## Work instructions
Please retype every record below exactly, leaving the pictures out.

## Input records
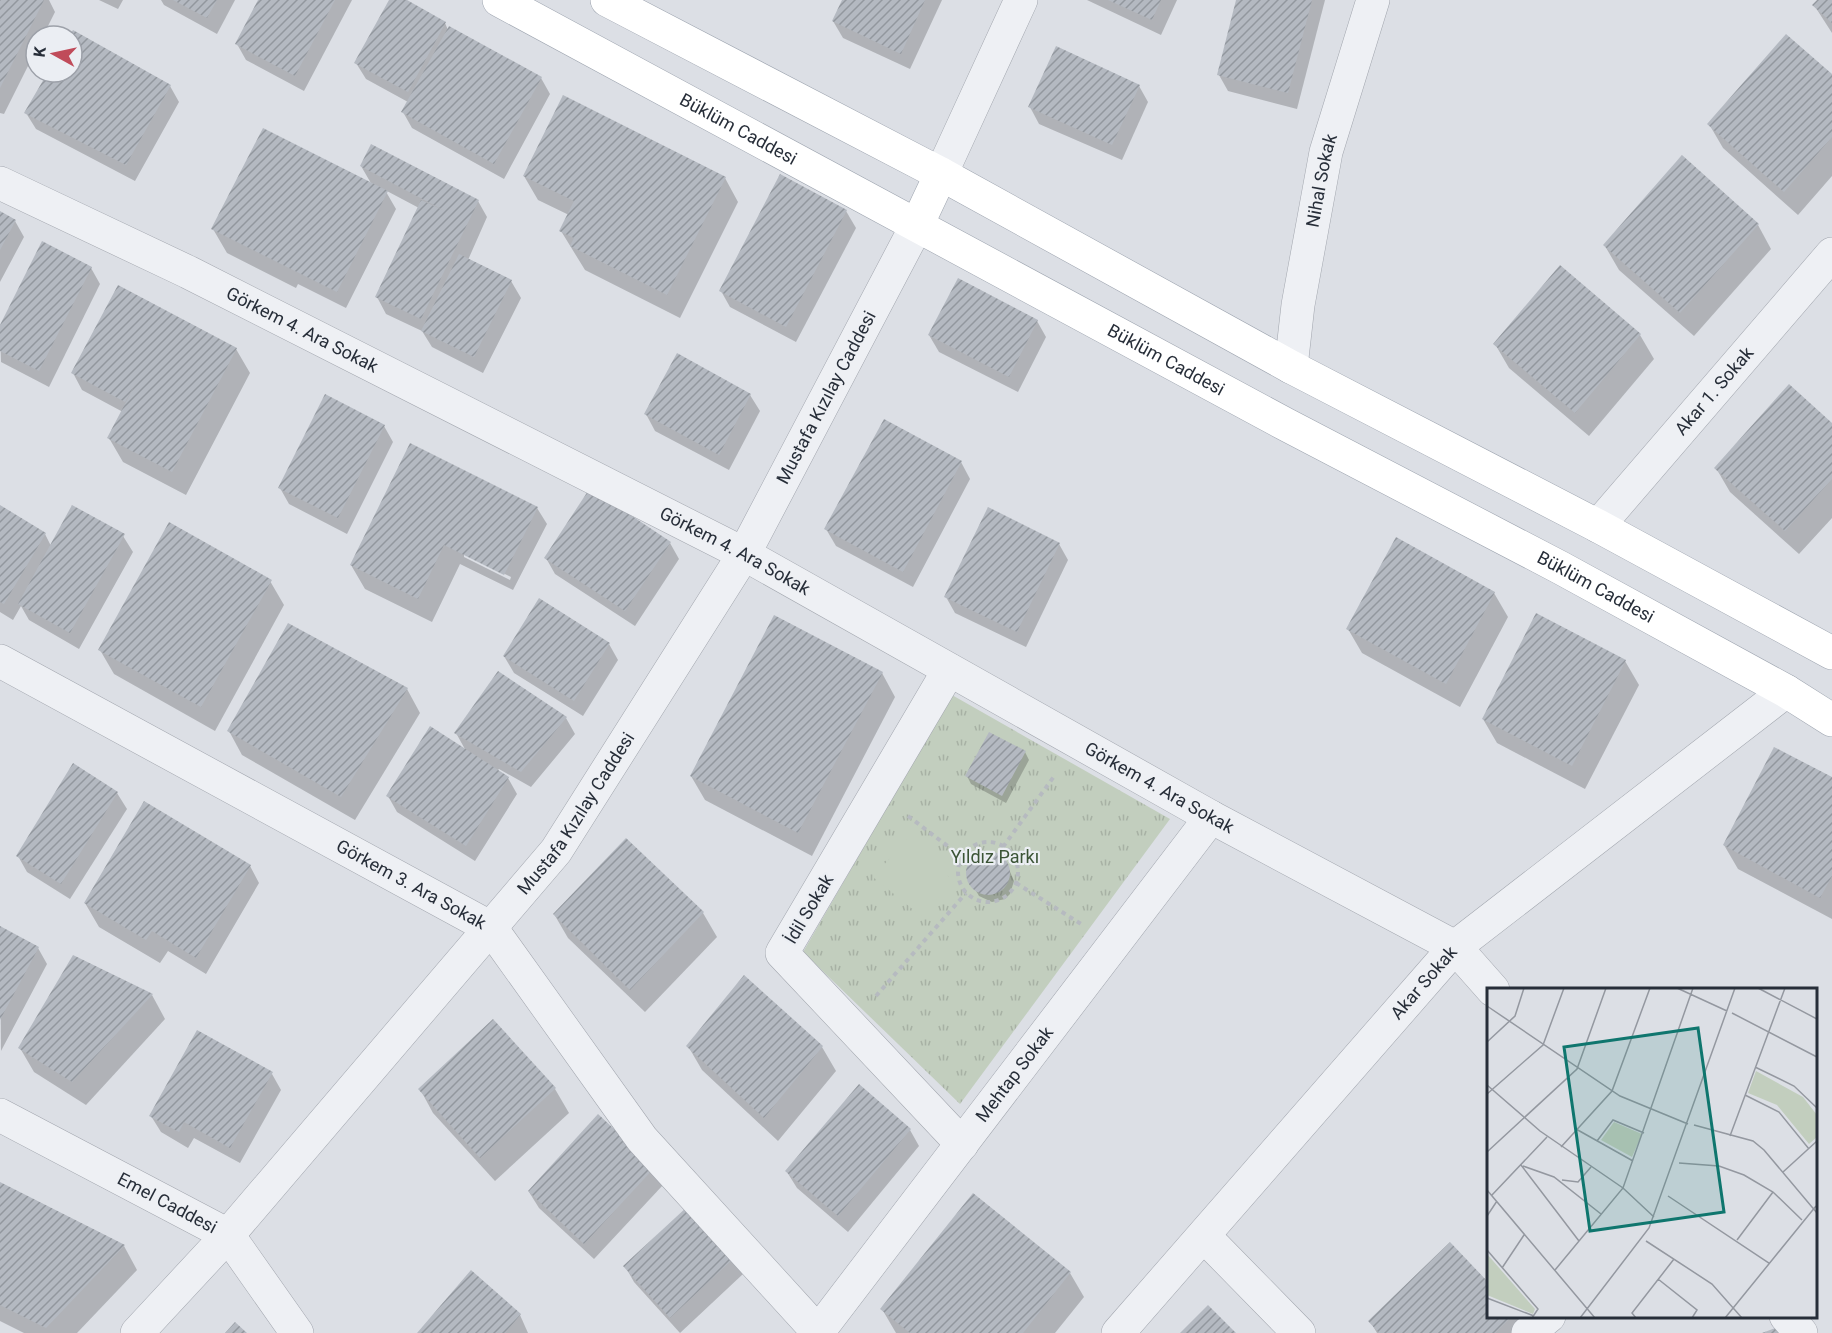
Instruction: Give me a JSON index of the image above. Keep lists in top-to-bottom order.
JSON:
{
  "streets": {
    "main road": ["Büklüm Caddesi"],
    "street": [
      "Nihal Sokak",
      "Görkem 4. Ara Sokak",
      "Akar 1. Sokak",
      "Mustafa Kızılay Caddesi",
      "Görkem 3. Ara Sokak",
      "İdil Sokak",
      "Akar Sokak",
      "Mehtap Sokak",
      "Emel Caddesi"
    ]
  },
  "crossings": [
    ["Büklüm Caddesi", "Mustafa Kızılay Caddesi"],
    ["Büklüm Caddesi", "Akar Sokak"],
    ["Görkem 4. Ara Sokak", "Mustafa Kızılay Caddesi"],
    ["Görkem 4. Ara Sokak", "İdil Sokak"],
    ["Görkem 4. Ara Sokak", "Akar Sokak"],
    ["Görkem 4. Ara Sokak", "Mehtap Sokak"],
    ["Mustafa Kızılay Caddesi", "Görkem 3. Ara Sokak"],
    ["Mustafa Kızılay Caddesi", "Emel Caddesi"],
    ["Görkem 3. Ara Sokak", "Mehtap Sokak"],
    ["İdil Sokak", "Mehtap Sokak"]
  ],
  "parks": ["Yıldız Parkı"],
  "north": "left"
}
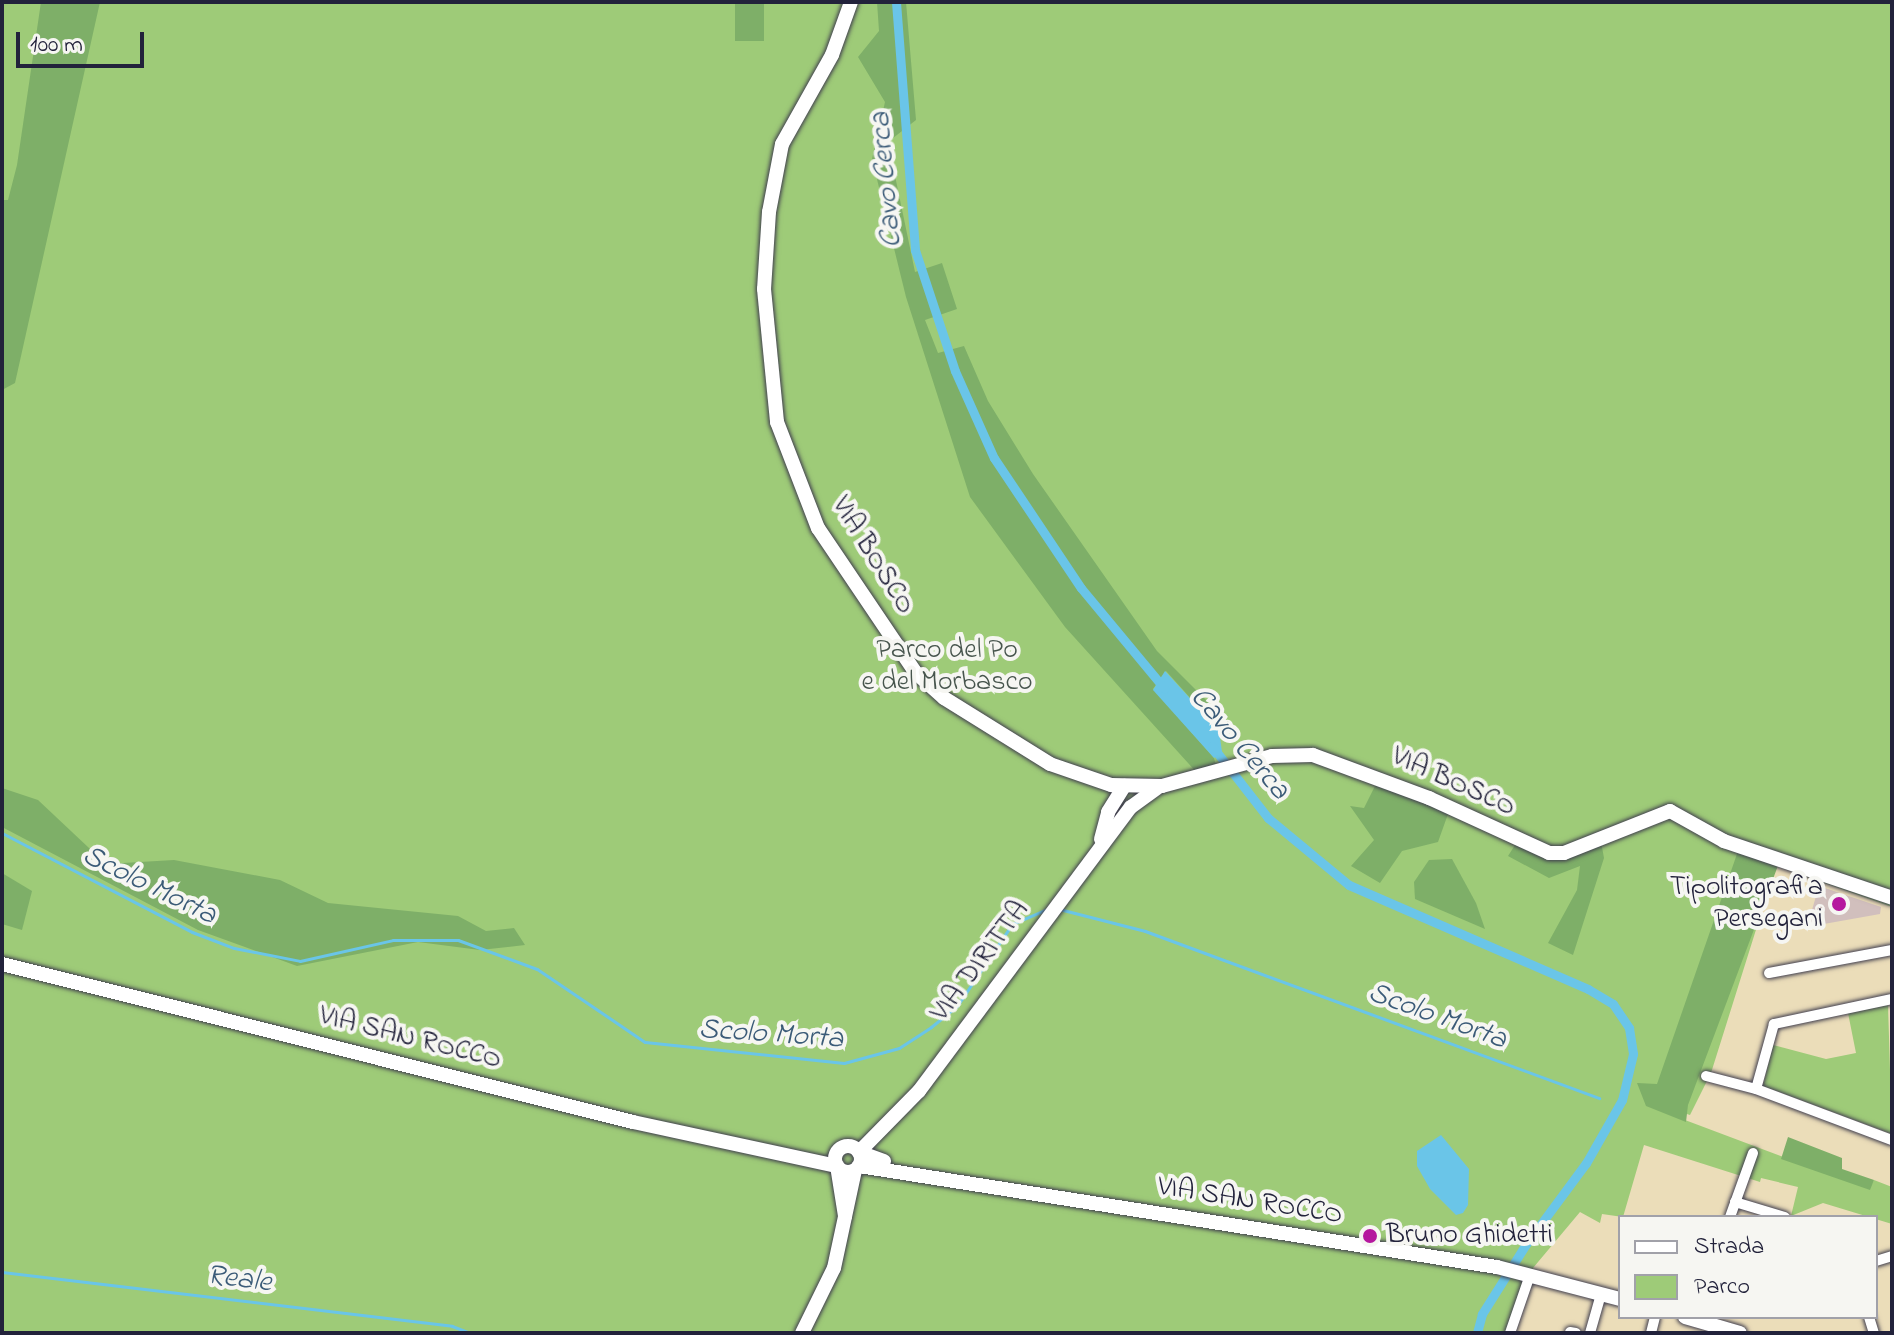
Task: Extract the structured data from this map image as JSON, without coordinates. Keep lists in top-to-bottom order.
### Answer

## Worked solution
Instruction: Give me a JSON index of the image above. Keep lists in top-to-bottom order.
JSON:
{
  "streets": {
    "main road": ["Büklüm Caddesi"],
    "street": [
      "Nihal Sokak",
      "Görkem 4. Ara Sokak",
      "Akar 1. Sokak",
      "Mustafa Kızılay Caddesi",
      "Görkem 3. Ara Sokak",
      "İdil Sokak",
      "Akar Sokak",
      "Mehtap Sokak",
      "Emel Caddesi"
    ]
  },
  "crossings": [
    ["Büklüm Caddesi", "Mustafa Kızılay Caddesi"],
    ["Büklüm Caddesi", "Akar Sokak"],
    ["Görkem 4. Ara Sokak", "Mustafa Kızılay Caddesi"],
    ["Görkem 4. Ara Sokak", "İdil Sokak"],
    ["Görkem 4. Ara Sokak", "Akar Sokak"],
    ["Görkem 4. Ara Sokak", "Mehtap Sokak"],
    ["Mustafa Kızılay Caddesi", "Görkem 3. Ara Sokak"],
    ["Mustafa Kızılay Caddesi", "Emel Caddesi"],
    ["Görkem 3. Ara Sokak", "Mehtap Sokak"],
    ["İdil Sokak", "Mehtap Sokak"]
  ],
  "parks": ["Yıldız Parkı"],
  "north": "left"
}
Task: Extract the structured data from this map image as JSON, without coordinates. Keep lists in top-to-bottom order.
### Answer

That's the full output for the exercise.